Diffraction Efficiency

One of the main hologram characteristics is the diffraction efficiency $\eta$. In the general case, the diffraction efficiency is determined by the ratio of the power of the diffracted light beam $P_{\mathrm{diff}}$ to the incident power of the beam $P_{\mathrm{inc}}$ given by this relation:

$$\eta = \frac{P_{\mathrm{diff}}}{P_{\mathrm{inc}}}.$$ (23)

The power of the beam is determined by the integral of the light intensity $(I)$ over the surface of the detector $(S)$:

$$P = \int\!\!\!\int_{S} I \mathrm{d} S.$$ (24)

In the case of lasers with Gaussian light beams, the relation between the mean light intensity $\bar{I}$ and power $P$ is described by:

$$\bar{I} = \frac{P}{\pi r^{2}}.$$ (25)

where $r$ is the Gaussian radius of the beam.

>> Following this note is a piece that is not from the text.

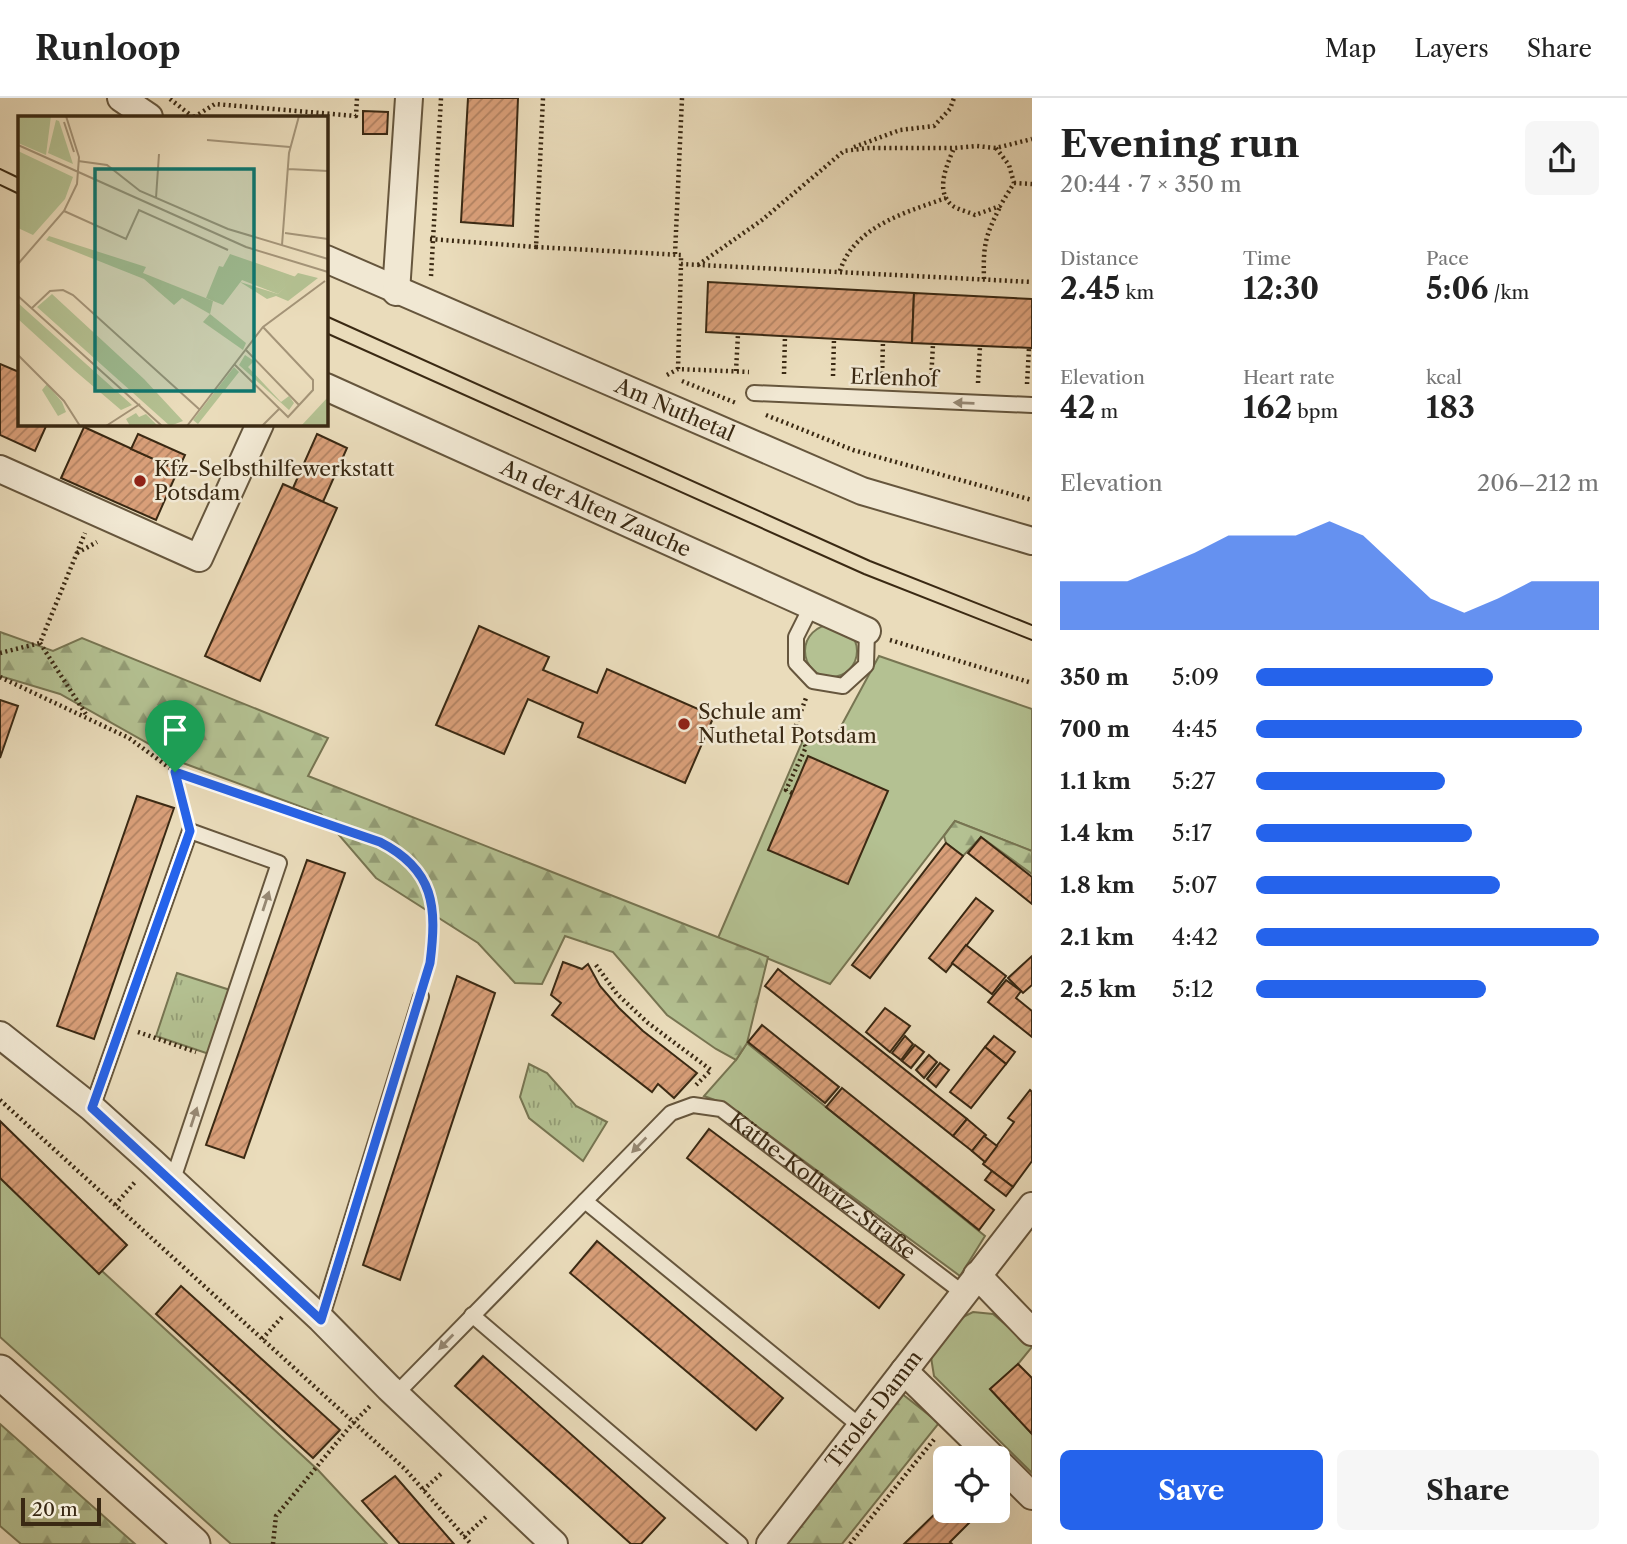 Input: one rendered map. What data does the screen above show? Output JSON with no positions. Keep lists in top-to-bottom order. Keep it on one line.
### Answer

If the light intensity of the subject and reference beams are $I_{S}$ and $I_{R}$ and the diffracted beam intensities are $\acute{I_{S}}$, $\acute{I_{R}}$ then the diffraction efficiency is given by:

$$\eta = \frac{\acute{I}_{S(R)}}{I_{R(S)}}.$$ (26)

The diffraction efficiency depends on the wavelength as well as on the thickness of the recording medium. For different elementary holographic gratings the diffraction efficiency is summarized in Table 1. The diffraction efficiency depends on whether the hologram is 3-D or 2-D, phase or amplitude, and on the type of grating profile. Note that the brightness of the images made in amplitude holograms does not depend very strongly on the thickness of the medium, the maximum for 3-D holograms is 3.7%, which is significantly smaller than for 2-D, 6.25%, Table 1. Amplitude recordings have a much lower diffraction efficiency than phase holograms which, of course, makes them less attractive. The diffraction efficiency can be used to determine the type (amplitude/phase, thick/thin) of hologram being investigated.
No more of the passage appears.